» TO DO
Return the data that follows exactly. Include every line.

Dataset excerpts
= = =

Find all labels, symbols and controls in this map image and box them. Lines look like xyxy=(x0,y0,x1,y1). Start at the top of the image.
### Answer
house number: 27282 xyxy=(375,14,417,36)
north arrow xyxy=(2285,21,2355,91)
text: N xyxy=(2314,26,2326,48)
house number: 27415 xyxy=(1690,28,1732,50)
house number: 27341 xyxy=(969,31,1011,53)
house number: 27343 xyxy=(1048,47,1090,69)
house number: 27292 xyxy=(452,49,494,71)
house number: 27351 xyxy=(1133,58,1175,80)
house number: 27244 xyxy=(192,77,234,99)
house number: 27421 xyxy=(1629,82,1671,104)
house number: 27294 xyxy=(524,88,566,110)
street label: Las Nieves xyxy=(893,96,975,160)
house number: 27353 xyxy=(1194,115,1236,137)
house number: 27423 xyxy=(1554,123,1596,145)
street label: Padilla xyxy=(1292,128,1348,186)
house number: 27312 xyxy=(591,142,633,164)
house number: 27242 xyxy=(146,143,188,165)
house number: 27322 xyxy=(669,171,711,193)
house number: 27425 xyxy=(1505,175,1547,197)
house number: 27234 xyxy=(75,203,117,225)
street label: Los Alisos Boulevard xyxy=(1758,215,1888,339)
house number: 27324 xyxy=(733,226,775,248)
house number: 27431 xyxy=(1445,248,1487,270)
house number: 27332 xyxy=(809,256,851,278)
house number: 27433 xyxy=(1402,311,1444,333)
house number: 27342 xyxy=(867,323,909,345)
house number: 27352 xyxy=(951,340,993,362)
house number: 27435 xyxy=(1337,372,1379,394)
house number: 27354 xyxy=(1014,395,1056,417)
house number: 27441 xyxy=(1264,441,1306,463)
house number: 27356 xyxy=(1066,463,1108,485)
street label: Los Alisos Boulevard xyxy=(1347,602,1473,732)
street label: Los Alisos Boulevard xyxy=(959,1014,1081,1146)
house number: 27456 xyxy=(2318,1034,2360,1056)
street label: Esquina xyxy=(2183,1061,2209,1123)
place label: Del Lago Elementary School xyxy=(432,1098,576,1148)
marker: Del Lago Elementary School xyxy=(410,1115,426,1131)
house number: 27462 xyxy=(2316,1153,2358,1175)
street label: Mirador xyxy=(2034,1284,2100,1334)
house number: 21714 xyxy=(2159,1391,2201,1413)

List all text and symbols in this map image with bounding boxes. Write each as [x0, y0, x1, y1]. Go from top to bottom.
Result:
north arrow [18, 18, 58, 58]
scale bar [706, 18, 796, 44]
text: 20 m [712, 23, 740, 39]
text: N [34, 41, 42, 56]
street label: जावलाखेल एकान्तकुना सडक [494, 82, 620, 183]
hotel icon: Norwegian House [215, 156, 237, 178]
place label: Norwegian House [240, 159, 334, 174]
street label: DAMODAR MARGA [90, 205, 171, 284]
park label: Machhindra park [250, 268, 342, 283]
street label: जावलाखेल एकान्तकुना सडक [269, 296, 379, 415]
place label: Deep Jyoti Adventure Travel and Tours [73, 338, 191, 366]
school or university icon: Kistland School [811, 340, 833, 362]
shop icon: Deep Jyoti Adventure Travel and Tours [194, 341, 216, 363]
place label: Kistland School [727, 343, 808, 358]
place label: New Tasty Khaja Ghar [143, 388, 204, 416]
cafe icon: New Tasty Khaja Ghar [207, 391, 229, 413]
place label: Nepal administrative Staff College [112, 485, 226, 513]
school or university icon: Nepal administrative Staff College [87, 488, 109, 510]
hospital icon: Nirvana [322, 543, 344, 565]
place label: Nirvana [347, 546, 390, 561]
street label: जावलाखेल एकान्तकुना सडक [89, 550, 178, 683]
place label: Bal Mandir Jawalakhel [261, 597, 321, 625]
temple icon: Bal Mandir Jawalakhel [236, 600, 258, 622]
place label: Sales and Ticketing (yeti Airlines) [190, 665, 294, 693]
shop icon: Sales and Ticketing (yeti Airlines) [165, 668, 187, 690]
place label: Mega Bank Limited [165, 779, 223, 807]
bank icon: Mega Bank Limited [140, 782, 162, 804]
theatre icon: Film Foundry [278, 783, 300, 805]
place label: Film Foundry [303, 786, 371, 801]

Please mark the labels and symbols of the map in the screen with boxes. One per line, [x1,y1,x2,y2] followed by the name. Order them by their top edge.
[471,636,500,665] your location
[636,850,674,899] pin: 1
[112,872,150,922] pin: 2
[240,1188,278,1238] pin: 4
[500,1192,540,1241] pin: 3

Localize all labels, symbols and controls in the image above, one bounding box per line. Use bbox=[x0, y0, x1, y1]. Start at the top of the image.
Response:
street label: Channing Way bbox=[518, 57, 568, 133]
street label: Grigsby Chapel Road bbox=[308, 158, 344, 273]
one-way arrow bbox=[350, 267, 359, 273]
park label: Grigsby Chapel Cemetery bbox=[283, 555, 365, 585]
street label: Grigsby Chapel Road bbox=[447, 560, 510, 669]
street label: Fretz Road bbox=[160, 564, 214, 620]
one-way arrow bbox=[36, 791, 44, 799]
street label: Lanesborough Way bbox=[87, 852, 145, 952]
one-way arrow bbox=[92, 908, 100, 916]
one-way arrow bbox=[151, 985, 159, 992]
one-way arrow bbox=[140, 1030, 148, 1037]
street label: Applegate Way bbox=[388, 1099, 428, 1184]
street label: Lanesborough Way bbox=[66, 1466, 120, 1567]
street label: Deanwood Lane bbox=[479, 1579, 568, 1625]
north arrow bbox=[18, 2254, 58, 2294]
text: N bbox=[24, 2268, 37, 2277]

= = =

» SOLUTION FOR THIS TASK
Find all labels, symbols and controls in this map image and box them. Lines look like xyxy=(x0,y0,x1,y1). Start at the top of the image.
### Answer
house number: 27282 xyxy=(375,14,417,36)
north arrow xyxy=(2285,21,2355,91)
text: N xyxy=(2314,26,2326,48)
house number: 27415 xyxy=(1690,28,1732,50)
house number: 27341 xyxy=(969,31,1011,53)
house number: 27343 xyxy=(1048,47,1090,69)
house number: 27292 xyxy=(452,49,494,71)
house number: 27351 xyxy=(1133,58,1175,80)
house number: 27244 xyxy=(192,77,234,99)
house number: 27421 xyxy=(1629,82,1671,104)
house number: 27294 xyxy=(524,88,566,110)
street label: Las Nieves xyxy=(893,96,975,160)
house number: 27353 xyxy=(1194,115,1236,137)
house number: 27423 xyxy=(1554,123,1596,145)
street label: Padilla xyxy=(1292,128,1348,186)
house number: 27312 xyxy=(591,142,633,164)
house number: 27242 xyxy=(146,143,188,165)
house number: 27322 xyxy=(669,171,711,193)
house number: 27425 xyxy=(1505,175,1547,197)
house number: 27234 xyxy=(75,203,117,225)
street label: Los Alisos Boulevard xyxy=(1758,215,1888,339)
house number: 27324 xyxy=(733,226,775,248)
house number: 27431 xyxy=(1445,248,1487,270)
house number: 27332 xyxy=(809,256,851,278)
house number: 27433 xyxy=(1402,311,1444,333)
house number: 27342 xyxy=(867,323,909,345)
house number: 27352 xyxy=(951,340,993,362)
house number: 27435 xyxy=(1337,372,1379,394)
house number: 27354 xyxy=(1014,395,1056,417)
house number: 27441 xyxy=(1264,441,1306,463)
house number: 27356 xyxy=(1066,463,1108,485)
street label: Los Alisos Boulevard xyxy=(1347,602,1473,732)
street label: Los Alisos Boulevard xyxy=(959,1014,1081,1146)
house number: 27456 xyxy=(2318,1034,2360,1056)
street label: Esquina xyxy=(2183,1061,2209,1123)
place label: Del Lago Elementary School xyxy=(432,1098,576,1148)
marker: Del Lago Elementary School xyxy=(410,1115,426,1131)
house number: 27462 xyxy=(2316,1153,2358,1175)
street label: Mirador xyxy=(2034,1284,2100,1334)
house number: 21714 xyxy=(2159,1391,2201,1413)

List all text and symbols in this map image with bounding boxes. Write each as [x0, y0, x1, y1]. Go from top to bottom.
Result:
north arrow [18, 18, 58, 58]
scale bar [706, 18, 796, 44]
text: 20 m [712, 23, 740, 39]
text: N [34, 41, 42, 56]
street label: जावलाखेल एकान्तकुना सडक [494, 82, 620, 183]
hotel icon: Norwegian House [215, 156, 237, 178]
place label: Norwegian House [240, 159, 334, 174]
street label: DAMODAR MARGA [90, 205, 171, 284]
park label: Machhindra park [250, 268, 342, 283]
street label: जावलाखेल एकान्तकुना सडक [269, 296, 379, 415]
place label: Deep Jyoti Adventure Travel and Tours [73, 338, 191, 366]
school or university icon: Kistland School [811, 340, 833, 362]
shop icon: Deep Jyoti Adventure Travel and Tours [194, 341, 216, 363]
place label: Kistland School [727, 343, 808, 358]
place label: New Tasty Khaja Ghar [143, 388, 204, 416]
cafe icon: New Tasty Khaja Ghar [207, 391, 229, 413]
place label: Nepal administrative Staff College [112, 485, 226, 513]
school or university icon: Nepal administrative Staff College [87, 488, 109, 510]
hospital icon: Nirvana [322, 543, 344, 565]
place label: Nirvana [347, 546, 390, 561]
street label: जावलाखेल एकान्तकुना सडक [89, 550, 178, 683]
place label: Bal Mandir Jawalakhel [261, 597, 321, 625]
temple icon: Bal Mandir Jawalakhel [236, 600, 258, 622]
place label: Sales and Ticketing (yeti Airlines) [190, 665, 294, 693]
shop icon: Sales and Ticketing (yeti Airlines) [165, 668, 187, 690]
place label: Mega Bank Limited [165, 779, 223, 807]
bank icon: Mega Bank Limited [140, 782, 162, 804]
theatre icon: Film Foundry [278, 783, 300, 805]
place label: Film Foundry [303, 786, 371, 801]

Please mark the labels and symbols of the map in the screen with boxes. One per line, [x1,y1,x2,y2] followed by the name. Order them by their top edge.
[471,636,500,665] your location
[636,850,674,899] pin: 1
[112,872,150,922] pin: 2
[240,1188,278,1238] pin: 4
[500,1192,540,1241] pin: 3

Localize all labels, symbols and controls in the image above, one bounding box per line. Use bbox=[x0, y0, x1, y1]. Start at the top of the image.
Response:
street label: Channing Way bbox=[518, 57, 568, 133]
street label: Grigsby Chapel Road bbox=[308, 158, 344, 273]
one-way arrow bbox=[350, 267, 359, 273]
park label: Grigsby Chapel Cemetery bbox=[283, 555, 365, 585]
street label: Grigsby Chapel Road bbox=[447, 560, 510, 669]
street label: Fretz Road bbox=[160, 564, 214, 620]
one-way arrow bbox=[36, 791, 44, 799]
street label: Lanesborough Way bbox=[87, 852, 145, 952]
one-way arrow bbox=[92, 908, 100, 916]
one-way arrow bbox=[151, 985, 159, 992]
one-way arrow bbox=[140, 1030, 148, 1037]
street label: Applegate Way bbox=[388, 1099, 428, 1184]
street label: Lanesborough Way bbox=[66, 1466, 120, 1567]
street label: Deanwood Lane bbox=[479, 1579, 568, 1625]
north arrow bbox=[18, 2254, 58, 2294]
text: N bbox=[24, 2268, 37, 2277]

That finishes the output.